• _YOUR OBJECTIVE_
Where the records hold the string "them", show the whole line it sits on.

++++ AVAILABLE DATA

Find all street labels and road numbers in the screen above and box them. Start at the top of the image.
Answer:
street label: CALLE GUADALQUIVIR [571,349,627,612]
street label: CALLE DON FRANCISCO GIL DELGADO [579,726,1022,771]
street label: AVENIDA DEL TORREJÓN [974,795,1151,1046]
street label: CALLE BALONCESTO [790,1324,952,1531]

++++++++
++++ AVAILABLE DATA

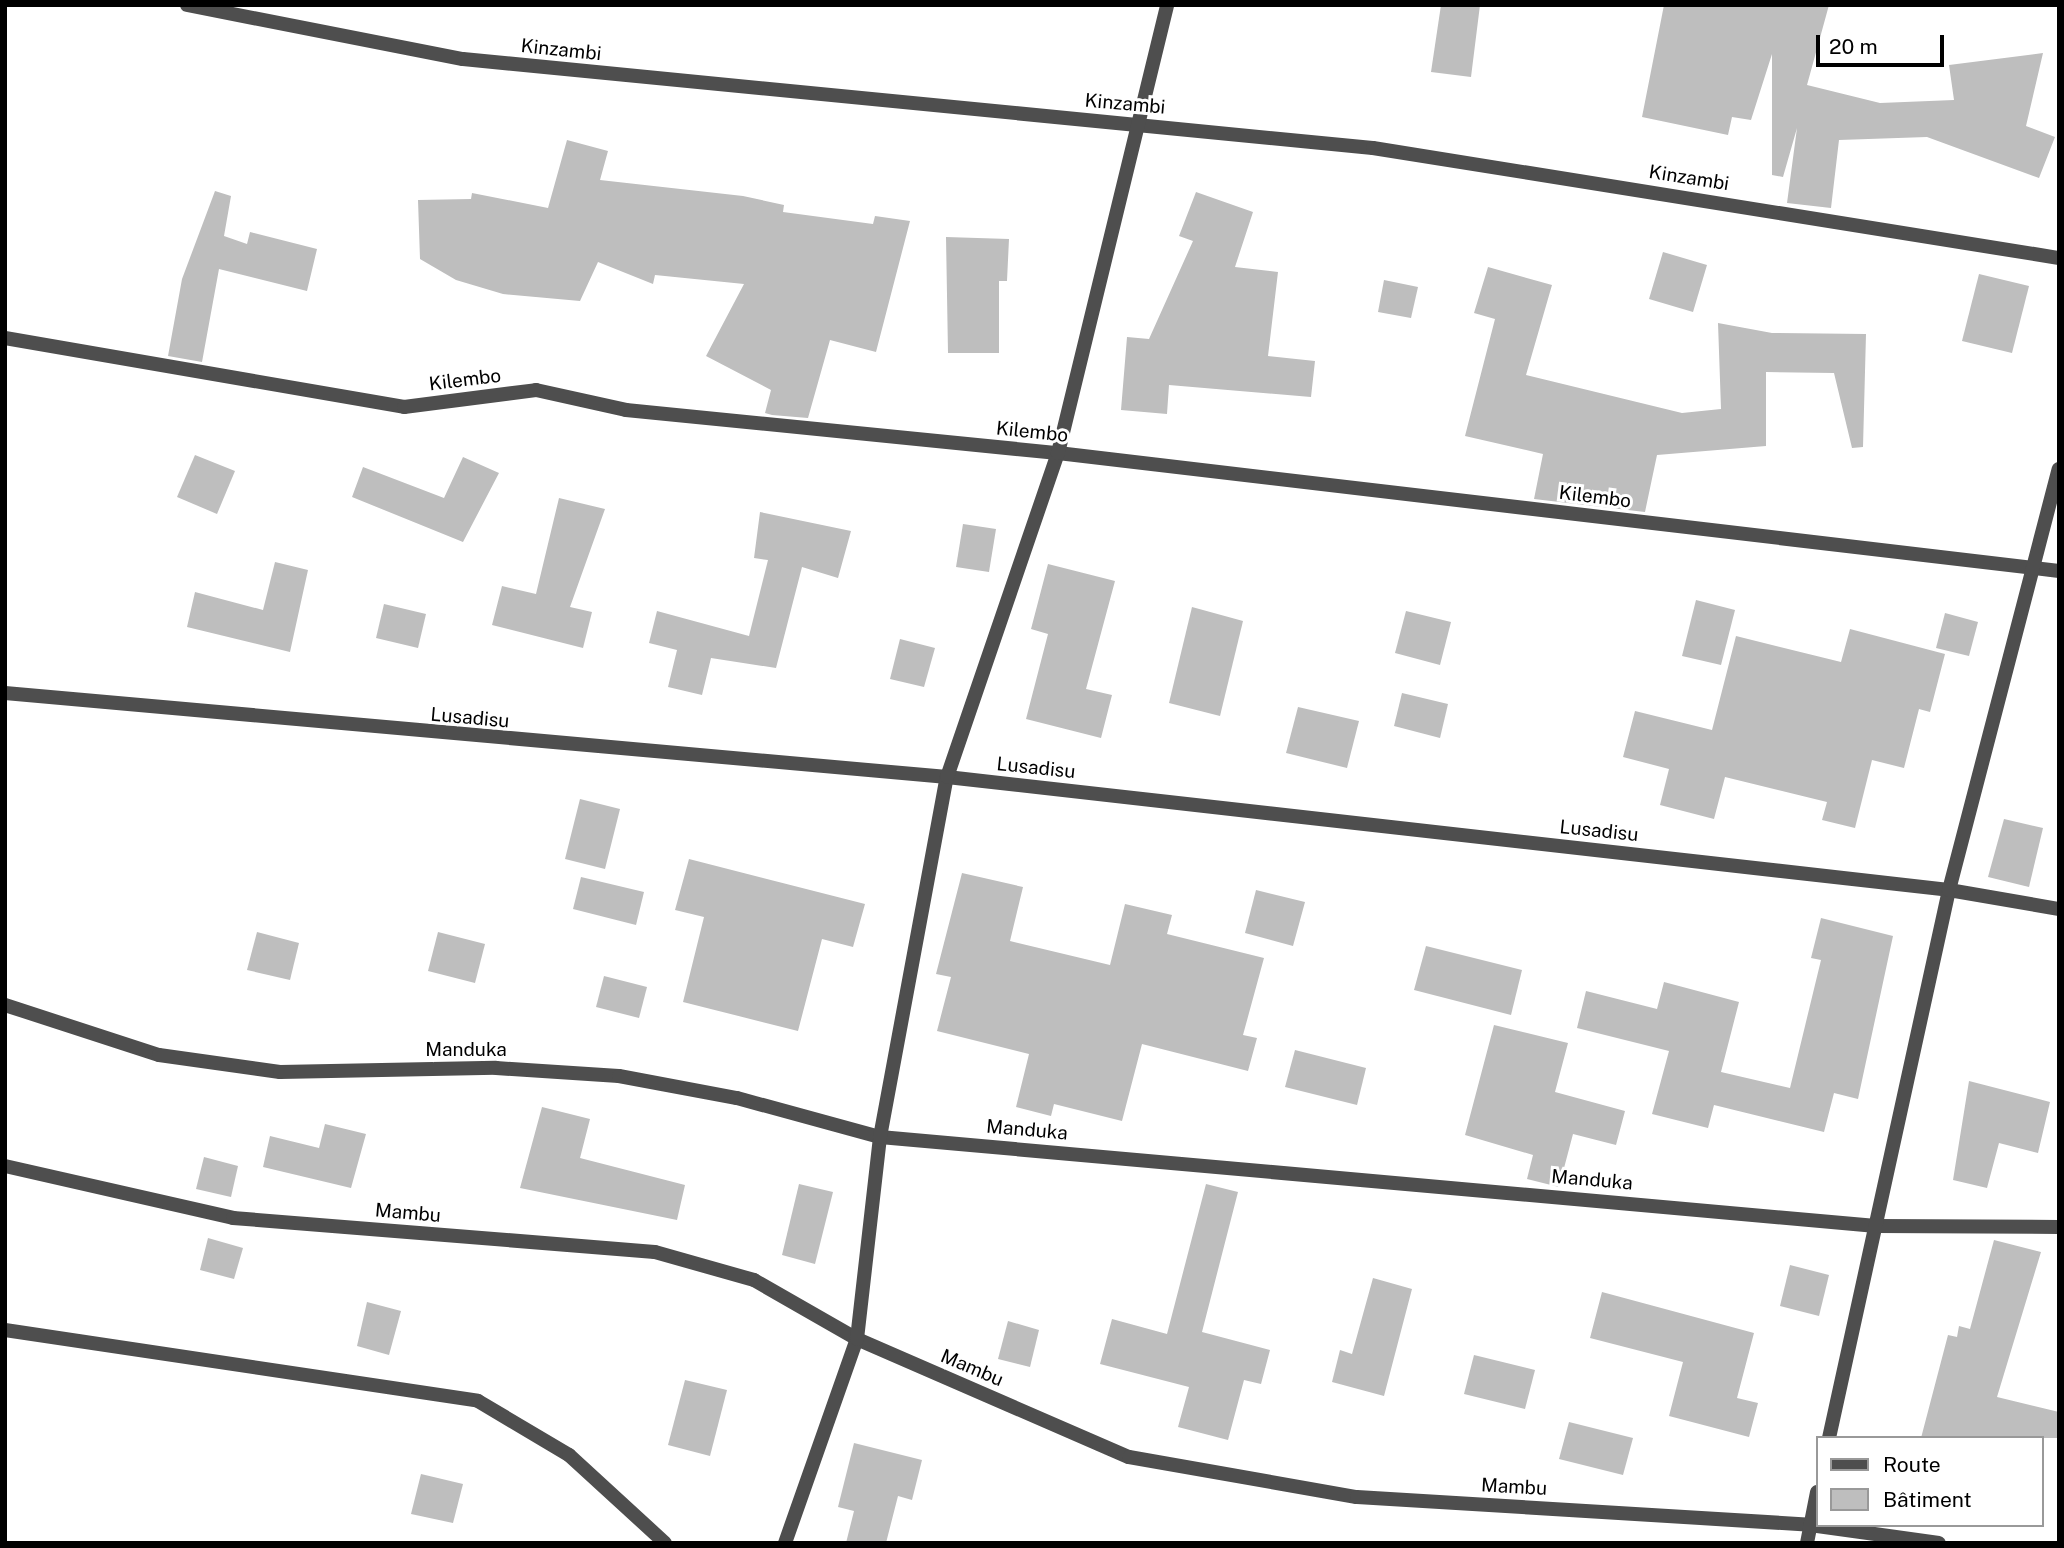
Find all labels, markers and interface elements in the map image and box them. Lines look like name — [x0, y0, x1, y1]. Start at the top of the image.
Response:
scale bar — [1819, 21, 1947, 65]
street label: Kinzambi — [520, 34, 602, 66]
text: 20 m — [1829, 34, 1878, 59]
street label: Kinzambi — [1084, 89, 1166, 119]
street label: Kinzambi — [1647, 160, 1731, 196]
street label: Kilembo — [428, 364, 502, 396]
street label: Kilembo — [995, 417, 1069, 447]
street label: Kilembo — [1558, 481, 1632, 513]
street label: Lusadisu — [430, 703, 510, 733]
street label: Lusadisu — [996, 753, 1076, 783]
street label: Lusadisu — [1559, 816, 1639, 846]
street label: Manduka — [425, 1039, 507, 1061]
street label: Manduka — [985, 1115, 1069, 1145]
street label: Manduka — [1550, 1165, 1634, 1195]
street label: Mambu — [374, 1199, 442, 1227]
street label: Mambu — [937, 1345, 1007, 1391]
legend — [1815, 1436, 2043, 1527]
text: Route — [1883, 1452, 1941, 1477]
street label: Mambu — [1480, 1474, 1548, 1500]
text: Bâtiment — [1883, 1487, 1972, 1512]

++++++++
++++ AVAILABLE DATA

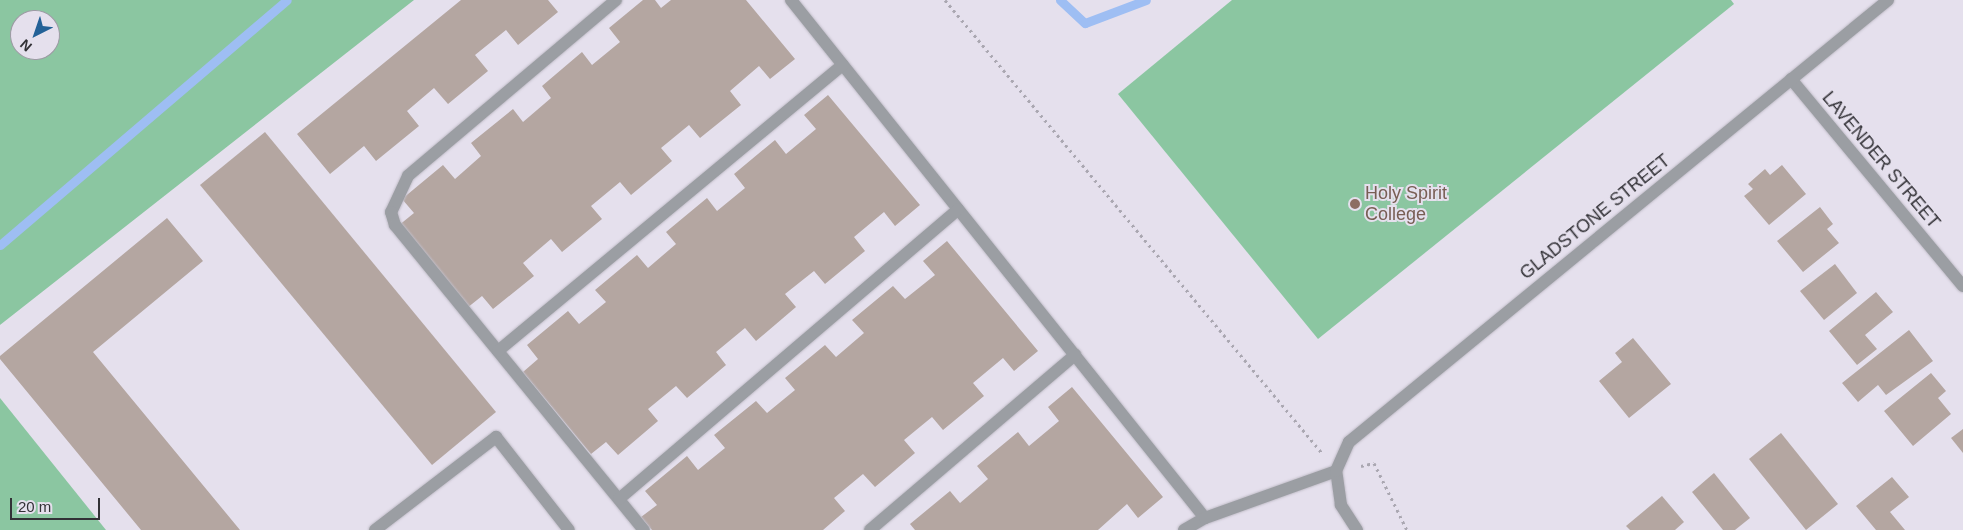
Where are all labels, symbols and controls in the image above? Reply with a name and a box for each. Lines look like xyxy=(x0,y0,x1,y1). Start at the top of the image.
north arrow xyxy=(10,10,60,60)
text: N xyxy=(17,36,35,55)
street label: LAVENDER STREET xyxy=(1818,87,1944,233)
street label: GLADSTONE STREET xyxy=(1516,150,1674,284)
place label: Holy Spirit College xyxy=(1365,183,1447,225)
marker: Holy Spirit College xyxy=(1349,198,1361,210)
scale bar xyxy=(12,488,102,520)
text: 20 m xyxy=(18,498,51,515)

++++++++

• _OUTPUT FOR THIS EXERCISE_
Find all street labels and road numbers in the screen above and box them. Start at the top of the image.
Find all labels, markers and interface elements in the map image and box them. Lines look like name — [x0, y0, x1, y1]. Start at the top of the image.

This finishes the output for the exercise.